According to the forward « estimates » , DFAT’s funding is set to decrease for the 2009-10 and 2010-11 financial years. It will then increase again in 2011-12 prior to the launch of the post-2012 global agreement on climate change, and Australia’s expected final round of bidding for the non-permanent place on the United Nations Security Council in 2013-14.

New portfolio and agency measures

The portfolio of Foreign Affairs and Trade now has three Parliamentary Secretaries with responsibilities for Trade, Pacific Island Affairs and International Development Assistance. The position of Parliamentary Secretary to the Minister of Foreign Affairs has been abolished.
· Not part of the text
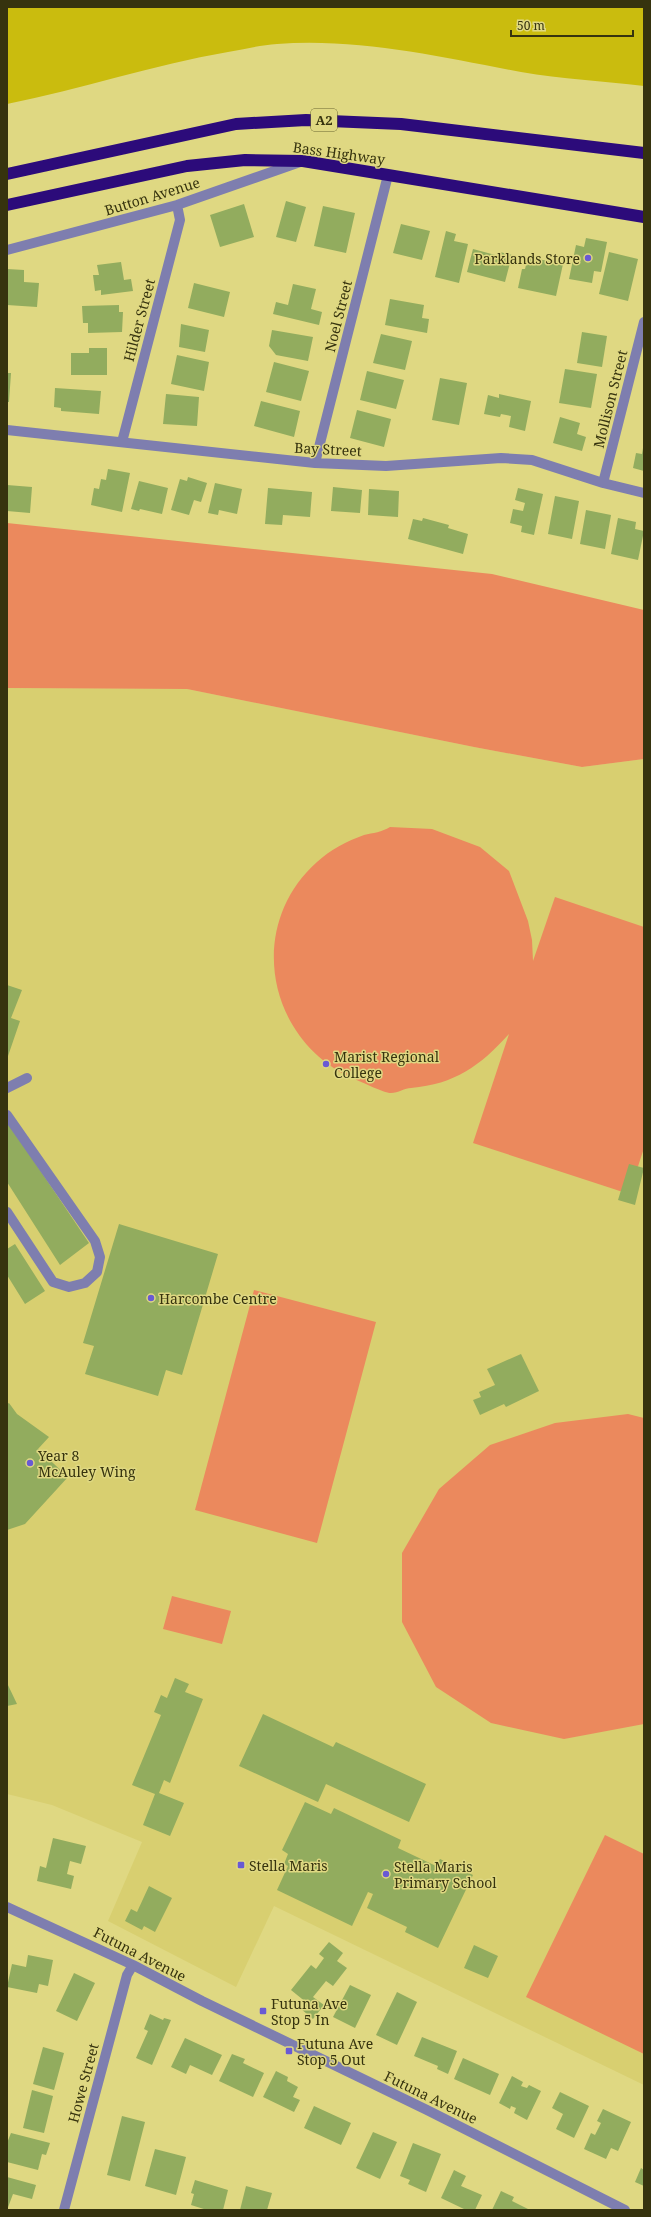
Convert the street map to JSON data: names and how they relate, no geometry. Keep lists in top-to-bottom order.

The responsibility for development and coordination of international climate change policy and negotiations was transferred from DFAT to the Department of Climate Change (within the Prime Minister and Cabinet portfolio), resulting in the reallocation of $0.364 million in the forward « estimates » from the 2007-08 Budget.13 Moreover, the Australian Trade Commission (Austrade) took over the function of ‘investment promotion’ and responsibility for delivery of the Global Opportunities Program from the Department of Innovation, Industry, Science and Research (DIISR), resulting in the transfer of $11 million to Austrade from DIISR in 2008-09.14

New budget measures for DFAT

Outcome One

• $25.6 million in additional funding over two years for the continuation and expansion of

Australia’s diplomatic presence in Afghanistan, $6.9 million of which is capital funding for the purchase of security and communications equipment and office fit-out.15 This brings the government’s total contribution to $39.3 million.16

12. ibid., p. 22.

13. Australian Government, Portfolio Budget Statements 2007-08, op. cit., p. 35.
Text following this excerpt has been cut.